Hint: We will use the trigonometric identities to solve the given expression. The correct way to solve this question is to find the relation between LHS and RHS by simplifying the LHS of the given expression. To prove $\dfrac{1-\cos x}{\sin x}=\tan \dfrac{x}{2}$ first we will consider the LHS of the given expression and then by using the half angle formula simplify the LHS and prove it equal to the RHS.
The following formulas we will use to simplify the equation:
$1-\cos \theta =2{{\sin }^{2}}\dfrac{\theta }{2}$ and $\sin \theta =2\sin \dfrac{\theta }{2}\cos \dfrac{\theta }{2}$

Complete step by step answer:
We have been given an expression $\dfrac{1-\cos x}{\sin x}=\tan \dfrac{x}{2}$.
We have to prove that LHS=RHS.
Let us consider the LHS of the given expression we have $\dfrac{1-\cos x}{\sin x}$
Now, as we have given a half angle in the RHS so we need to convert the LHS also into the half angle form.
Now, we know that $1-\cos \theta =2{{\sin }^{2}}\dfrac{\theta }{2}$.
Now, substituting the above formula in the obtained equation we get
$\Rightarrow \dfrac{2{{\sin }^{2}}\dfrac{x}{2}}{\sin x}$
Now, we know that $\sin \theta =2\sin \dfrac{\theta }{2}\cos \dfrac{\theta }{2}$.
Now, substituting the above formula in the obtained equation we get
$\Rightarrow \dfrac{2{{\sin }^{2}}\dfrac{x}{2}}{2\sin \dfrac{x}{2}\cos \dfrac{x}{2}}$
Now, simplify the above obtained equation we get
$\Rightarrow \dfrac{2\sin \dfrac{x}{2}\sin \dfrac{x}{2}}{2\sin \dfrac{x}{2}\cos \dfrac{x}{2}}$
Now, cancel out the common terms we get
$\Rightarrow \dfrac{\sin \dfrac{x}{2}}{\cos \dfrac{x}{2}}$
Now, we know that $\tan \theta =\dfrac{\sin \theta }{\cos \theta }$.

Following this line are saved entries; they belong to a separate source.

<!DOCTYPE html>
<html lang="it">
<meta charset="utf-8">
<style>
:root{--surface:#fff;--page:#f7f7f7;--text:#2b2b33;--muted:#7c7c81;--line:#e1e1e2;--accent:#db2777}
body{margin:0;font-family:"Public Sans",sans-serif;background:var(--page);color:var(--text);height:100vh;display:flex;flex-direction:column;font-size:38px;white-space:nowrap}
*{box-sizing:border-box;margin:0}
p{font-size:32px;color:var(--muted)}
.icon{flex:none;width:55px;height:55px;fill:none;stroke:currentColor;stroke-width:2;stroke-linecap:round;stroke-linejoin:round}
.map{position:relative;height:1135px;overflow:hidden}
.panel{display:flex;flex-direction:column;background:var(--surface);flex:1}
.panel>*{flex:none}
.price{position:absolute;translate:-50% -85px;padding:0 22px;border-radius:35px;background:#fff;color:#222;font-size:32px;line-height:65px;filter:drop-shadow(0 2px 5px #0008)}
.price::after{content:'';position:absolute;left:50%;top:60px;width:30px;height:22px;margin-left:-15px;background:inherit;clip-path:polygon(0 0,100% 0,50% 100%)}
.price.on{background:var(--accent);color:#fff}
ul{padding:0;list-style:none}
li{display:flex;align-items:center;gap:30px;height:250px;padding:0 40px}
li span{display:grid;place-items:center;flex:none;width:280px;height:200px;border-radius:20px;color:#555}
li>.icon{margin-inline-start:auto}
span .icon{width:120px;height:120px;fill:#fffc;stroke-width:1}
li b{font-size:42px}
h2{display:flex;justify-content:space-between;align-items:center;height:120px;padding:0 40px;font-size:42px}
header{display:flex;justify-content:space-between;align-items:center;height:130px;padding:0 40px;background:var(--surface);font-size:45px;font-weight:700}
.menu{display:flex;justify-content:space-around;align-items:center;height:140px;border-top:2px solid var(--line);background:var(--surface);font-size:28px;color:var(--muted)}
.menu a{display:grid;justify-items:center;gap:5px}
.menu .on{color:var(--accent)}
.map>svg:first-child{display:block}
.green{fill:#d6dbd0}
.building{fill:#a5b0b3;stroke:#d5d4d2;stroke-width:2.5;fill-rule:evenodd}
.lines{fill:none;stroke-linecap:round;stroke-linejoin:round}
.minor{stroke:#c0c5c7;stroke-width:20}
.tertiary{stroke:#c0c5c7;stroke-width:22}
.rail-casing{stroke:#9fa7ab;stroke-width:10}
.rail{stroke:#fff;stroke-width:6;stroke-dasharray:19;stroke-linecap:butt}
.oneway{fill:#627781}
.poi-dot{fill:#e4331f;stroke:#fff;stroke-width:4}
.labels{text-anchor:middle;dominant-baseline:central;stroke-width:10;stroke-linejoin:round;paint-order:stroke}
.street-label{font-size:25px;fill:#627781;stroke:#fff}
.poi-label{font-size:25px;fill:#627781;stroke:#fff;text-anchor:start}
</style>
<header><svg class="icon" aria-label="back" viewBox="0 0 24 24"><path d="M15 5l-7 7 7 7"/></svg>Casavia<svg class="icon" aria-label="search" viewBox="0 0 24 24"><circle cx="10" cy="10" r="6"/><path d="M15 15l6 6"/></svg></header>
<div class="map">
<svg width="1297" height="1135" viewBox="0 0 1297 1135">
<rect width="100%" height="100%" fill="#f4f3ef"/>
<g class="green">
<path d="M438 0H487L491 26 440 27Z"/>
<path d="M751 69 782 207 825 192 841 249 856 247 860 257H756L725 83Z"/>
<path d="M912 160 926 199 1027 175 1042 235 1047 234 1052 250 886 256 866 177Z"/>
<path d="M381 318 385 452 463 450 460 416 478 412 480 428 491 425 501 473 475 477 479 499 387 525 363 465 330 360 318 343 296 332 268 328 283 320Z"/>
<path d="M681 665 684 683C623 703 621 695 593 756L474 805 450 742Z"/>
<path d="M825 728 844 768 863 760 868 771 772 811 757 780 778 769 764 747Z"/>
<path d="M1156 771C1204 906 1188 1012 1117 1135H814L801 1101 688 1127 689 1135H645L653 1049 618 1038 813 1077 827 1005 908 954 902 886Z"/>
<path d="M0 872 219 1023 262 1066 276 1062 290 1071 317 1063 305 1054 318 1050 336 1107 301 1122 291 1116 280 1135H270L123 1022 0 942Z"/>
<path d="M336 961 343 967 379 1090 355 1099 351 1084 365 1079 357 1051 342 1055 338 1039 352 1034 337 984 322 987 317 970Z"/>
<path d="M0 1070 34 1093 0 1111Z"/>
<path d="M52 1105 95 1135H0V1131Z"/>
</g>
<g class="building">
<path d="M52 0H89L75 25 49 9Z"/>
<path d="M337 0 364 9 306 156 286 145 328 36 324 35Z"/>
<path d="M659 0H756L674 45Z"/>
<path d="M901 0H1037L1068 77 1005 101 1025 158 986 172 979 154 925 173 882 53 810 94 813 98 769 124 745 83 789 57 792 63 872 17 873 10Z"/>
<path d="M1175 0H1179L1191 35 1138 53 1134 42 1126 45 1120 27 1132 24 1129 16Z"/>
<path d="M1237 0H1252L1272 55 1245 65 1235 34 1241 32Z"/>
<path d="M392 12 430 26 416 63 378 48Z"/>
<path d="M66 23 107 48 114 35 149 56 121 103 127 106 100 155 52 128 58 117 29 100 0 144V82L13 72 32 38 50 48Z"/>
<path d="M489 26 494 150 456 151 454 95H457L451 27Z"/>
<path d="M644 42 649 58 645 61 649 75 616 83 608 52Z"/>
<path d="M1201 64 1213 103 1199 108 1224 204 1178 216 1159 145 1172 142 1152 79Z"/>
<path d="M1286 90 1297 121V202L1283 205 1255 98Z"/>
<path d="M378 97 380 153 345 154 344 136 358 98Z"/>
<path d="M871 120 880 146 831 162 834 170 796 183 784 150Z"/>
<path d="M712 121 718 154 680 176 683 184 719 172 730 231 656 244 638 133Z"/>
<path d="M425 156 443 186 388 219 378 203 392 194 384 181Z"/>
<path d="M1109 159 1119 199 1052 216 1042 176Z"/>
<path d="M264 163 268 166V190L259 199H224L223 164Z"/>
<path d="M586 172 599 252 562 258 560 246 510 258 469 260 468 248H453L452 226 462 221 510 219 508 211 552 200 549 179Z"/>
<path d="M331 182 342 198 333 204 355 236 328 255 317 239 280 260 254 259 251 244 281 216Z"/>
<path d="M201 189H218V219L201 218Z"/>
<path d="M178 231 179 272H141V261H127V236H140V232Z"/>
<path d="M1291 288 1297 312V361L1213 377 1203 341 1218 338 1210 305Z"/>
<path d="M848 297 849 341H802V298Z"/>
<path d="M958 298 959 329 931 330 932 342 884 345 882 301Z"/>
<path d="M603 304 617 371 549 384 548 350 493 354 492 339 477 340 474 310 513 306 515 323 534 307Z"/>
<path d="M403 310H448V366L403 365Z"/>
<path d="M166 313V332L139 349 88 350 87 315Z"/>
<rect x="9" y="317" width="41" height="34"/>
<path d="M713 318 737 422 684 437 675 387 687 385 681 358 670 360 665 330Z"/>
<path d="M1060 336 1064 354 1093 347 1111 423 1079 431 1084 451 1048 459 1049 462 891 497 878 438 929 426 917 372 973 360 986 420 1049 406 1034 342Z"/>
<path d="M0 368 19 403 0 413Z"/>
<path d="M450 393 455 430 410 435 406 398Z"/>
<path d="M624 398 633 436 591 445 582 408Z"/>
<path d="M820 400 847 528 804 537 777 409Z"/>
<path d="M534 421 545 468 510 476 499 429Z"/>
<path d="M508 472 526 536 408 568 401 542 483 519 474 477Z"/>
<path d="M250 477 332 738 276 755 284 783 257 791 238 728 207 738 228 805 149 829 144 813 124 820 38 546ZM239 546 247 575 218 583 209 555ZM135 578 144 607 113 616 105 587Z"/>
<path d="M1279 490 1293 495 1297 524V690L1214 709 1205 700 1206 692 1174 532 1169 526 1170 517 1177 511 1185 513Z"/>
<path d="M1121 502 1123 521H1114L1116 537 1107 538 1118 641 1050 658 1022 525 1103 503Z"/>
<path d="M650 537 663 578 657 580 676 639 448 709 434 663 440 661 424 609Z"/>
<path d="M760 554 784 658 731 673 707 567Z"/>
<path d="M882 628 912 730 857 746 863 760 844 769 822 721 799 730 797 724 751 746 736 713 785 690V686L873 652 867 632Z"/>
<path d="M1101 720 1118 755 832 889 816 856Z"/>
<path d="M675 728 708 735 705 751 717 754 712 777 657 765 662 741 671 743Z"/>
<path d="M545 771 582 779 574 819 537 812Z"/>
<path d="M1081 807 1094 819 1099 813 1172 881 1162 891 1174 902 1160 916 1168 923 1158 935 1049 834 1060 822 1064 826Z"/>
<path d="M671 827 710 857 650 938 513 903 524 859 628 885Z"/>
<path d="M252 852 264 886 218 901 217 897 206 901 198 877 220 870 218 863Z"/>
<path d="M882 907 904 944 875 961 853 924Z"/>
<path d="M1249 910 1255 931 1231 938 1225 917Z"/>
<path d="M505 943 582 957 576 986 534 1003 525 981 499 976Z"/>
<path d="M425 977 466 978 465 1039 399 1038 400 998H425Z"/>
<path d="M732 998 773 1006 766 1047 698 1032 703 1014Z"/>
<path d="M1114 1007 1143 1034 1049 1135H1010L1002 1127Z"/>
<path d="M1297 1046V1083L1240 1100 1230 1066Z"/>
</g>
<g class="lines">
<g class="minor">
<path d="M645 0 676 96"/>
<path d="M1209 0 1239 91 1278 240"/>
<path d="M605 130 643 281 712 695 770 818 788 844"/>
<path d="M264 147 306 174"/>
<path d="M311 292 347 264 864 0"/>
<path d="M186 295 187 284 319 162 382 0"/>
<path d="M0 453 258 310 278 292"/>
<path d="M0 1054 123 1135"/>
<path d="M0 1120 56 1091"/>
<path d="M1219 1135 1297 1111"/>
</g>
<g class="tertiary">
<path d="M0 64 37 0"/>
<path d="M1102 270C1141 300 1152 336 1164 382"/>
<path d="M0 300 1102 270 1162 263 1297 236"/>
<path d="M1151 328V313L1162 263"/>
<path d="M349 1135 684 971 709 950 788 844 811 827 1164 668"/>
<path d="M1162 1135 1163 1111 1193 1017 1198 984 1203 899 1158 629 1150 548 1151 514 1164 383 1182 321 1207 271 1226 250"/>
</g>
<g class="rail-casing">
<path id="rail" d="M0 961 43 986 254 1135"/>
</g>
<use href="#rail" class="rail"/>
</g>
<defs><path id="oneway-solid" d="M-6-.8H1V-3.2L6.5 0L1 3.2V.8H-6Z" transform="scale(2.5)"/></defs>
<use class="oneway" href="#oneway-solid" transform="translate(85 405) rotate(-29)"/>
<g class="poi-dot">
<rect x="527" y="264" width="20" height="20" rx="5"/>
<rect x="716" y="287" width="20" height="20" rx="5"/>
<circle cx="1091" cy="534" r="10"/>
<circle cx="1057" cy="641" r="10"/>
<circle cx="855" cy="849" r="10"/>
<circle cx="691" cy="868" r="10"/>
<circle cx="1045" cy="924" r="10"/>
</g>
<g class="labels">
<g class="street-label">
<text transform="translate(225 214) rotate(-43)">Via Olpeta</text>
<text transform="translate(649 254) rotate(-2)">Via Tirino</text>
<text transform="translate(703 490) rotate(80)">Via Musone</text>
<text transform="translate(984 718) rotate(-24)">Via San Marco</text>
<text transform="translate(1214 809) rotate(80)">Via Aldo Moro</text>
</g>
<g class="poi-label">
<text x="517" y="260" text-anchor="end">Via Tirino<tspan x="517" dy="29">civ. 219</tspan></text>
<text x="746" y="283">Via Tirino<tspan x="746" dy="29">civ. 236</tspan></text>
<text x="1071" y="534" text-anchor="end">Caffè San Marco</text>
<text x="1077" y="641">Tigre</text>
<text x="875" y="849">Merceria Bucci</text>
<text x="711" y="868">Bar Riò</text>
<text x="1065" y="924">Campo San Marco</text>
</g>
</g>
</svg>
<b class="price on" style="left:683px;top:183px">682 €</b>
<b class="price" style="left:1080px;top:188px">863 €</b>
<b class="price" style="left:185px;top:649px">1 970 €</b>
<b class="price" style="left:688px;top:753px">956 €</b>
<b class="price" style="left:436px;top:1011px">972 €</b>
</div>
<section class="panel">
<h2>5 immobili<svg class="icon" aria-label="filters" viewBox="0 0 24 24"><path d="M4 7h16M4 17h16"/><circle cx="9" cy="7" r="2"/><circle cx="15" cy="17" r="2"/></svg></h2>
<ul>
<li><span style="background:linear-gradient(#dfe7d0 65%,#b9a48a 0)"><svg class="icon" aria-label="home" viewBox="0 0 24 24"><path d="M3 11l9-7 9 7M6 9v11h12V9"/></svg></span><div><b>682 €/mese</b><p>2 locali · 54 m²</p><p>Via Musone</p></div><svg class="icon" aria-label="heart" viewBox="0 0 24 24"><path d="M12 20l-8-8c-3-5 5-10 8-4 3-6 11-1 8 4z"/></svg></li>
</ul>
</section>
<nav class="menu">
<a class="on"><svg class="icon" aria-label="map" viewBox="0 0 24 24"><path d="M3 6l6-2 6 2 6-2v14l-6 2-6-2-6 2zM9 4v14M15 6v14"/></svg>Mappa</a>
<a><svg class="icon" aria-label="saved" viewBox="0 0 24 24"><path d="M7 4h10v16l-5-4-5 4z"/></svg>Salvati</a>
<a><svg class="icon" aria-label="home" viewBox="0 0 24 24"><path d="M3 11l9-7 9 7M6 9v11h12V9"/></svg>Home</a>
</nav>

Now, substituting the above identity in the obtained equation we get
$\Rightarrow \tan \dfrac{x}{2}$
Hence we get $\dfrac{1-\cos x}{\sin x}=\tan \dfrac{x}{2}$
LHS=RHS
Hence proved

Note: To solve such types of questions students must have the knowledge of basic trigonometric ratios, trigonometric identities and trigonometric functions. Also students must know the conversion formula of one function into another to solve this type of question.